Token List Indexes

Token List Indexes are designed for the quick searching of full text queries. There are two types of token list indexes, first is the ASCII (8 bit characters) token list and second is the wide character (16 bits) token list.

The token list structure is like the Spatial Index as more than one matching result can be found by searching the structure, so a temporary index is created before any reads from the database can take places. The Token List in structure is very similar to a variable B+-Tree index that has buckets to store the many matching ObjectIDs per token.

This Token List index first breaks up the defined index fields into each separate token that it contains, for example the string "the lazy brown fox" would be broken up into four tokens:- the; lazy; brown; fox, each of these token would then be indexed and the ObjectID added to the matching bucket. Then the temporary index is created, the search only has to cross check each unique token and not the full text of each field in each object.

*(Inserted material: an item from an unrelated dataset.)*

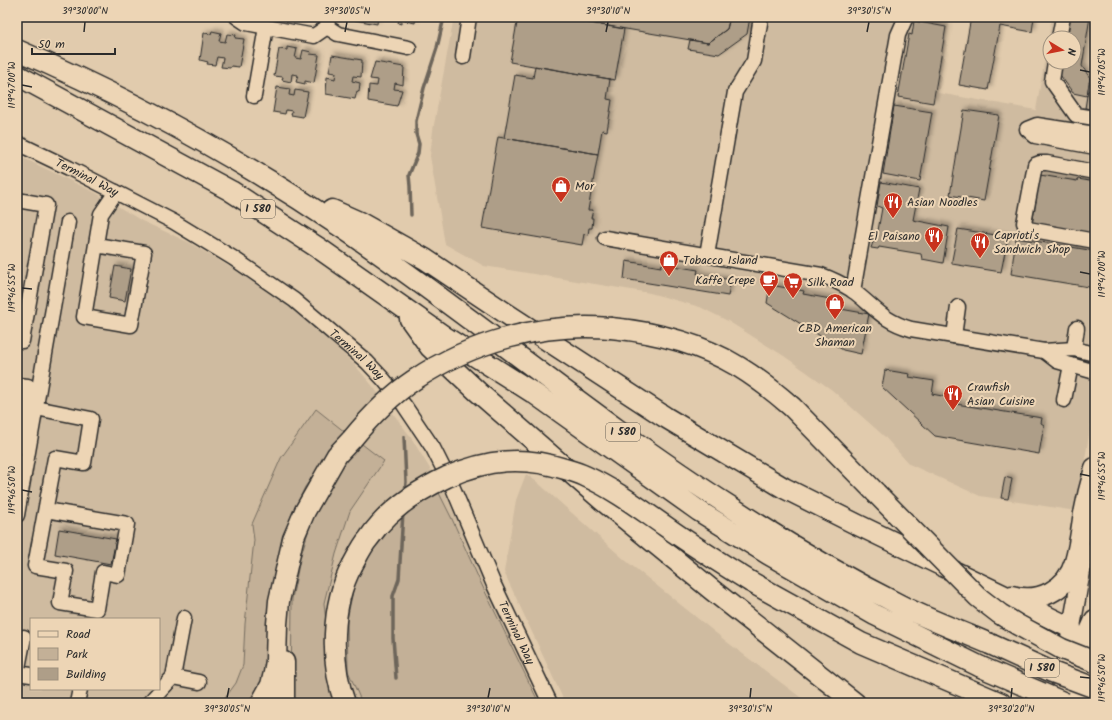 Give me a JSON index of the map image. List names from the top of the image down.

The Token List searches provides several different mechanisms for the search, firstly there are the Boolean logical operators: - and; or; xor; not; and (). Secondly there are token operators: - if a token is to contain a string, "A" or A; if a token is to start with a string " A"; if a token is to end with a string "A "; and lastly, is a token is to match a given string " A ". Where more advance search logic is required you are to implement this yourself, for example if you wanted a search "A near B", you would have to search "A and B" then read each result to cross check that A was in fact near B. This is because the Token List index does not provide this sort of searching abilities and the implementation would be the same if done within ObjectDatabase++ or not.